Jakarta - Komisi Pemberantasan Korupsi (KPK) memastikan bakal mempelajari putusan Majelis Hakim Pengadilan Tipikor Jakarta terhadap Gubernur nonaktif Jambi Zumi Zola dan fakta-fakta yang muncul selama proses persidangan politikus PAN itu hingga dihukum 6 tahun pidana penjara atas perkara gratifikasi dan suap. Termasuk mengenai aliran dana dari Zumi Zola kepada 53 anggota DPRD Jambi untuk ketok palu Rancangan Peraturan Daerah Anggaran Pendapatan dan Belanja Daerah (Raperda APBD) Jambi tahun anggaran 2017-2018. Tak tertutup kemungkinan KPK bakal menjerat para anggota DPRD Jambi yang menerima aliran dana dari Zumi Zola.

"Sekarang posisinya tim masih mempelajari lebih lanjut bagaimana pertimbangan-pertimbangan hakim, fakta-fakta yang muncul di persidangan sampai nanti jika memang ada bukti yang jauh lebih kuat ada pengembangan perkara itu sangat dimungkinkan," kata Jubir KPK, Febri Diansyah di Gedung KPK, Jakarta, Kamis (6/12) malam.

Febri mencontohkan kasus korupsi berjamaah di DPRD Sumatera Utara. Kasus korupsi itu bermula dari pengembangan kasus dugaan suap kepada Hakim PTUN Medan yang salah satunya menjerat Gubernur Sumatera Utara saat itu, Gatot Pujo Nugroho. Untuk itu, Febri memastikan KPK bakal terus mengusut dan mengembangkan setiap perkara dan menjerat pihak-pihak yang terlibat selama ditemukan bukti permulaan yang cukup, termasuk mengenai adanya dugaan korupsi masal di DPRD Jambi.
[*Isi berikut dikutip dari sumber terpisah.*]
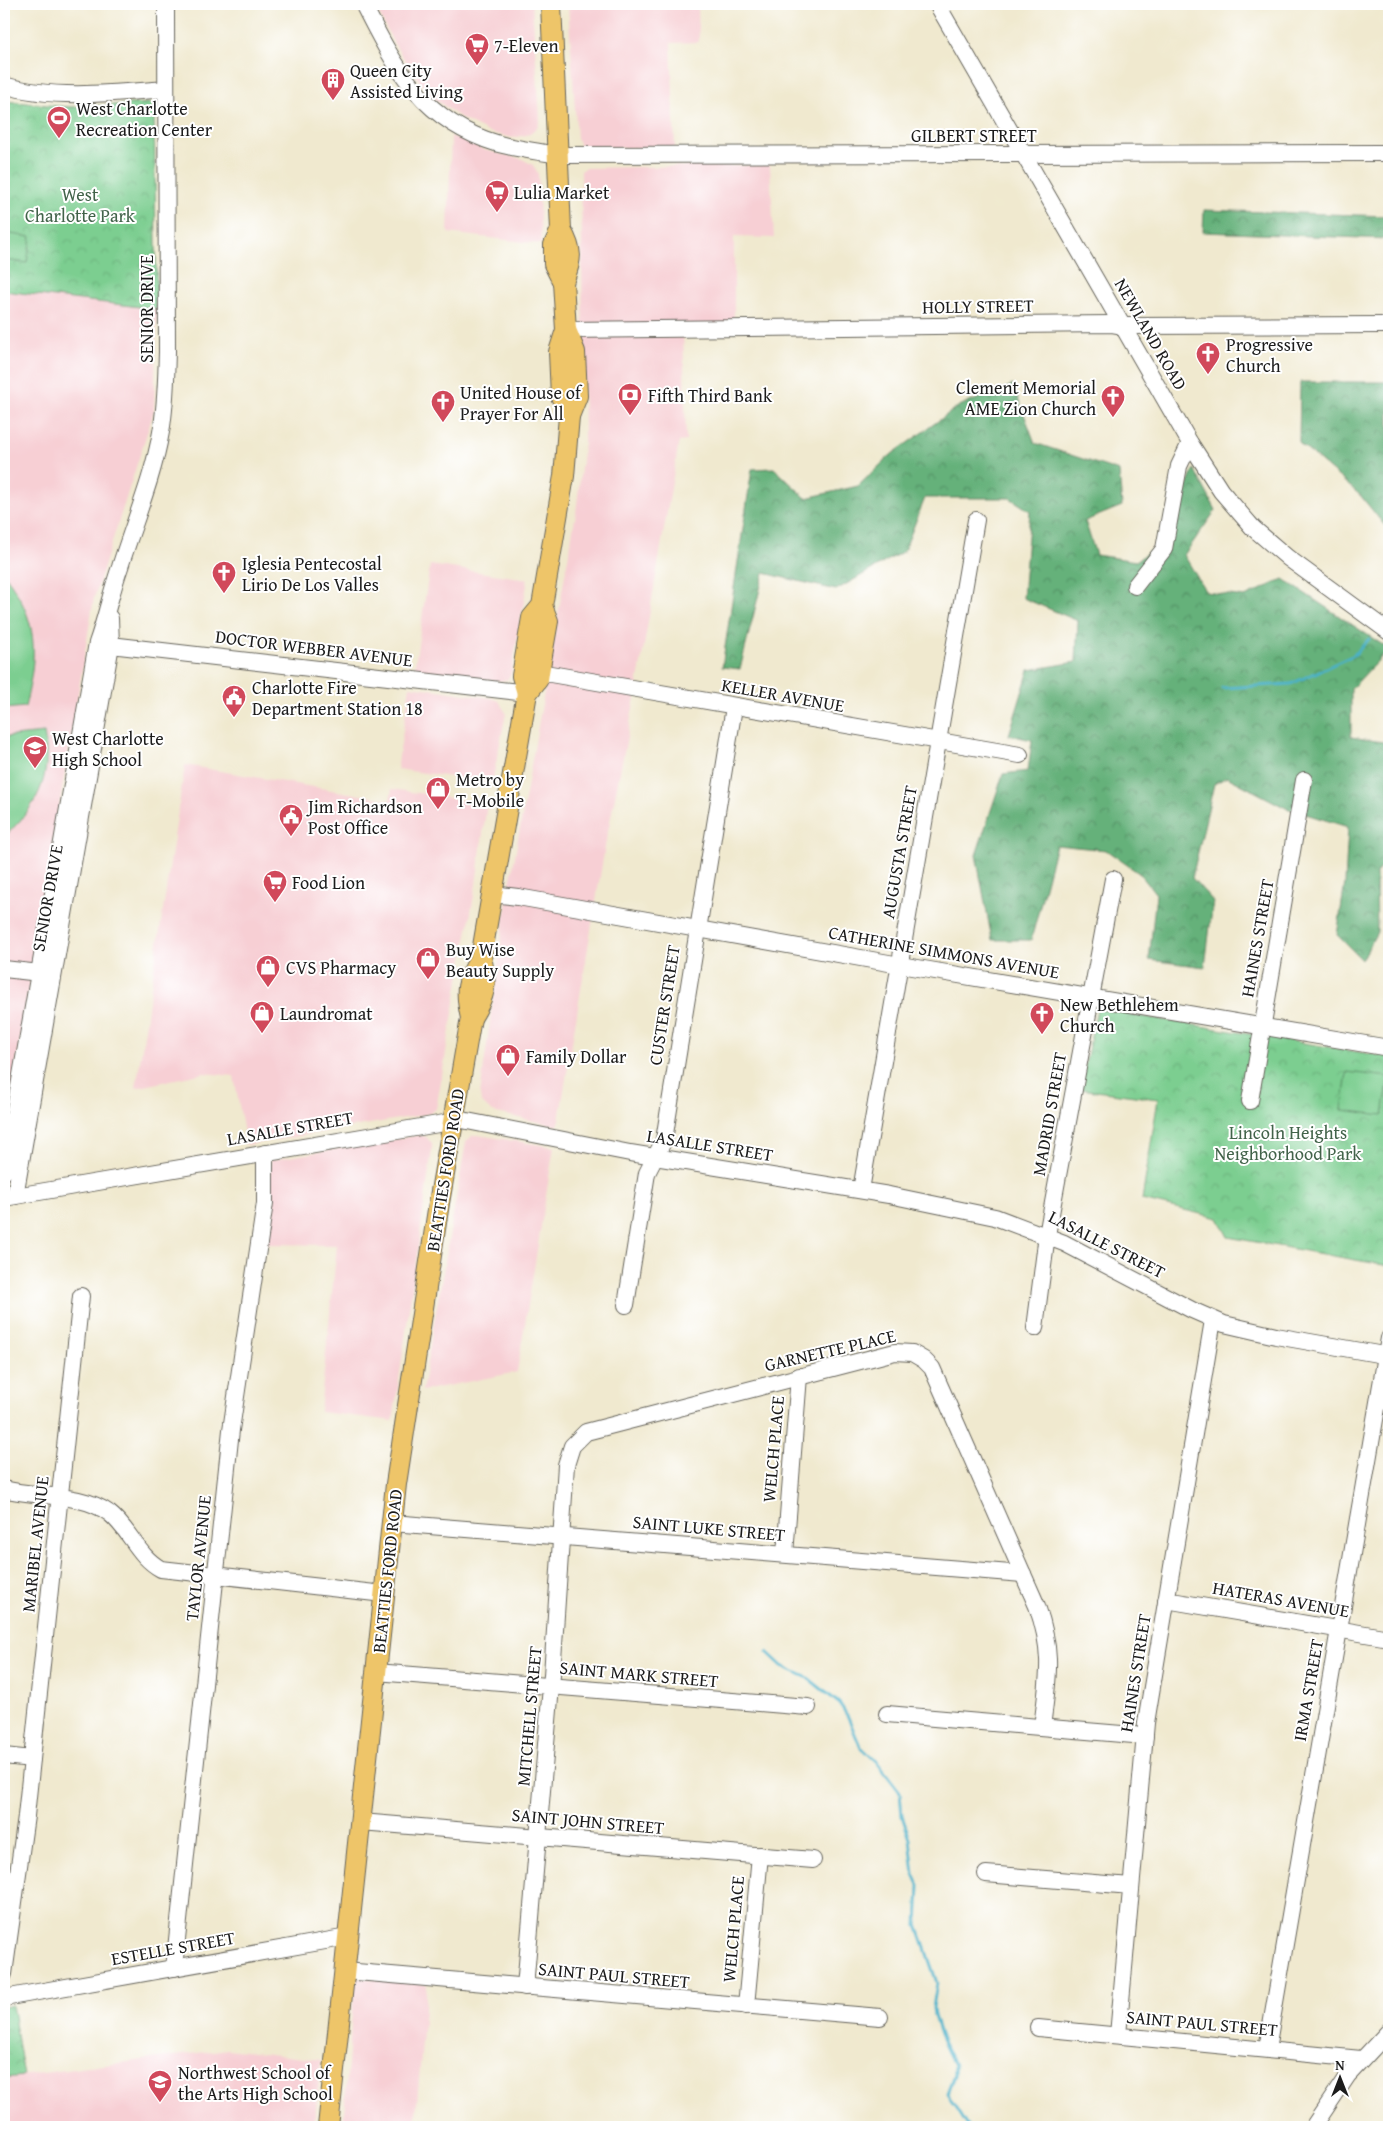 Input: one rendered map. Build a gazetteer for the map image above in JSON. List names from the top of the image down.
{
  "streets": {
    "main road": ["BEATTIES FORD ROAD"],
    "street": [
      "GILBERT STREET",
      "HOLLY STREET",
      "SENIOR DRIVE",
      "NEWLAND ROAD",
      "DOCTOR WEBBER AVENUE",
      "KELLER AVENUE",
      "AUGUSTA STREET",
      "HAINES STREET",
      "CATHERINE SIMMONS AVENUE",
      "CUSTER STREET",
      "MADRID STREET",
      "LASALLE STREET",
      "GARNETTE PLACE",
      "WELCH PLACE",
      "SAINT LUKE STREET",
      "MARIBEL AVENUE",
      "TAYLOR AVENUE",
      "HATERAS AVENUE",
      "SAINT MARK STREET",
      "IRMA STREET",
      "MITCHELL STREET",
      "SAINT JOHN STREET",
      "ESTELLE STREET",
      "SAINT PAUL STREET"
    ]
  },
  "crossings": [
    ["GILBERT STREET", "NEWLAND ROAD"],
    ["GILBERT STREET", "BEATTIES FORD ROAD"],
    ["HOLLY STREET", "NEWLAND ROAD"],
    ["HOLLY STREET", "BEATTIES FORD ROAD"],
    ["SENIOR DRIVE", "DOCTOR WEBBER AVENUE"],
    ["SENIOR DRIVE", "LASALLE STREET"],
    ["DOCTOR WEBBER AVENUE", "BEATTIES FORD ROAD"],
    ["KELLER AVENUE", "AUGUSTA STREET"],
    ["KELLER AVENUE", "CUSTER STREET"],
    ["KELLER AVENUE", "BEATTIES FORD ROAD"],
    ["AUGUSTA STREET", "CATHERINE SIMMONS AVENUE"],
    ["AUGUSTA STREET", "LASALLE STREET"],
    ["HAINES STREET", "CATHERINE SIMMONS AVENUE"],
    ["HAINES STREET", "LASALLE STREET"],
    ["HAINES STREET", "HATERAS AVENUE"],
    ["HAINES STREET", "SAINT PAUL STREET"],
    ["CATHERINE SIMMONS AVENUE", "CUSTER STREET"],
    ["CATHERINE SIMMONS AVENUE", "MADRID STREET"],
    ["CATHERINE SIMMONS AVENUE", "BEATTIES FORD ROAD"],
    ["CUSTER STREET", "LASALLE STREET"],
    ["MADRID STREET", "LASALLE STREET"],
    ["LASALLE STREET", "BEATTIES FORD ROAD"],
    ["LASALLE STREET", "TAYLOR AVENUE"],
    ["LASALLE STREET", "IRMA STREET"],
    ["BEATTIES FORD ROAD", "SAINT LUKE STREET"],
    ["BEATTIES FORD ROAD", "SAINT MARK STREET"],
    ["BEATTIES FORD ROAD", "SAINT JOHN STREET"],
    ["BEATTIES FORD ROAD", "ESTELLE STREET"],
    ["BEATTIES FORD ROAD", "SAINT PAUL STREET"],
    ["GARNETTE PLACE", "WELCH PLACE"],
    ["GARNETTE PLACE", "SAINT LUKE STREET"],
    ["GARNETTE PLACE", "MITCHELL STREET"],
    ["WELCH PLACE", "SAINT LUKE STREET"],
    ["WELCH PLACE", "SAINT JOHN STREET"],
    ["WELCH PLACE", "SAINT PAUL STREET"],
    ["SAINT LUKE STREET", "MITCHELL STREET"],
    ["TAYLOR AVENUE", "ESTELLE STREET"],
    ["HATERAS AVENUE", "IRMA STREET"],
    ["SAINT MARK STREET", "MITCHELL STREET"],
    ["IRMA STREET", "SAINT PAUL STREET"],
    ["MITCHELL STREET", "SAINT JOHN STREET"],
    ["MITCHELL STREET", "SAINT PAUL STREET"]
  ],
  "parks": ["West Charlotte Park", "Lincoln Heights Neighborhood Park"],
  "places": {
    "supermarket": ["7-Eleven", "Lulia Market", "Food Lion"],
    "building": ["Queen City Assisted Living"],
    "sports": ["West Charlotte Recreation Center"],
    "church": [
      "Progressive Church",
      "Clement Memorial AME Zion Church",
      "United House of Prayer For All",
      "Iglesia Pentecostal Lirio De Los Valles",
      "New Bethlehem Church"
    ],
    "bank": ["Fifth Third Bank"],
    "public building": ["Charlotte Fire Department Station 18", "Jim Richardson Post Office"],
    "school or university": ["West Charlotte High School", "Northwest School of the Arts High School"],
    "shop": [
      "Metro by T-Mobile",
      "Buy Wise Beauty Supply",
      "CVS Pharmacy",
      "Laundromat",
      "Family Dollar"
    ]
  },
  "north": "top"
}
"Tentu perlu dipelajari lebih lanjut dulu putusannya secara lebih lengkap. Jaksa akan melakukan analisis dan menyampaikan laporan pada pimpinan setelah itu baru kita pertimbangakn untuk pengembangan perkara pada pelaku yang lain. Tapi yang pasti kalau buktinya kuat pasti akan ditindaklanjuti," tegasnya.
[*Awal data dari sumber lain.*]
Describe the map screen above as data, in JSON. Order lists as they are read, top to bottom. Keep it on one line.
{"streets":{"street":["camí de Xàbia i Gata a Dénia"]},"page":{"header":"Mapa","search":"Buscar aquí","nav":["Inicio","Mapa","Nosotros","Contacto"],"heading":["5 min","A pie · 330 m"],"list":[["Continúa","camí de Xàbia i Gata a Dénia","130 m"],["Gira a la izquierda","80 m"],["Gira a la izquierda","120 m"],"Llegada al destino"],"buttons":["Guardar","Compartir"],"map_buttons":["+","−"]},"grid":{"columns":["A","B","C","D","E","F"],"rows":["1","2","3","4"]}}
Diketahui, Majelis Hakim Pengadilan Tipikor Jakarta menjatuhkan hukuman 6 tahun pidana penjara dan denda sebesar Rp500 juta subsidair 3 bulan kurungan terhadap Gubernur nonaktif Jambi, Zumi Zola. Selain hukuman penjara, Hakim juga menjatuhkan pidana tambahan berupa pencabutan hak politik terhadap politikus PAN tersebut. Majelis Hakim mencabut hak Zumi Zola untuk dipilih dalam jabatan publik selama 5 tahun setelah menjalani pidana pokok. Majelis Hakim menyatakan Zumi Zola terbukti telah menerima gratifikasi sekitar Rp44 miliar dan satu unit mobil Alphard. Selain itu, Hakim menyatakan Zumi Zola terbukti menyuap 53 anggota DPRD Jambi sebesar Rp16,34 miliar untuk memuluskan ketok palu Rancangan Peraturan Daerah Anggaran Pendapatan dan Belanja Daerah (Raperda APBD) Jambi tahun anggaran 2017-2018.
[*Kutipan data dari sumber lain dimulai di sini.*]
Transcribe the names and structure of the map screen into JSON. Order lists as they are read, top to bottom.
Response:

Hukuman terhadap Zumi Zola ini lebih ringan ketimbang tuntutan Jaksa Penuntut KPK. Sebelumnya, Jaksa KPK menuntut Zumi Zola dihukum 8 tahun pidana penjara dan denda sebesar Rp 1 miliar subsidair 6 bulan kurungan.

Febri mengatakan, berat atau ringannya putusan sepenuhnya merupakan kewenangan Majelis Hakim. KPK juga masih memiliki waktu untuk mempertimbangkan mengajukan banding. Menurut Febri, yang menjadi poin penting dalam vonis terhadap Zumi Zola adalah pidana tambahan berupa pencabutan hak politik. KPK berharap pencabutan hak politik ini menjadi standar hukuman terhadap seluruh kasus korupsi yang melibatkan aktor politik.

"Pencabutan hak politik ini berangkat dari pemahaman ketika yang dipilih oleh rakyat melakukan korupsi itu sama saja artinya mengkhianati kepercayaan yang telah diberikan oleh rakyat tersebut. Sehingga wajar kalau hak politiknya dicabut hingga waktu batasan tertentu," katanya.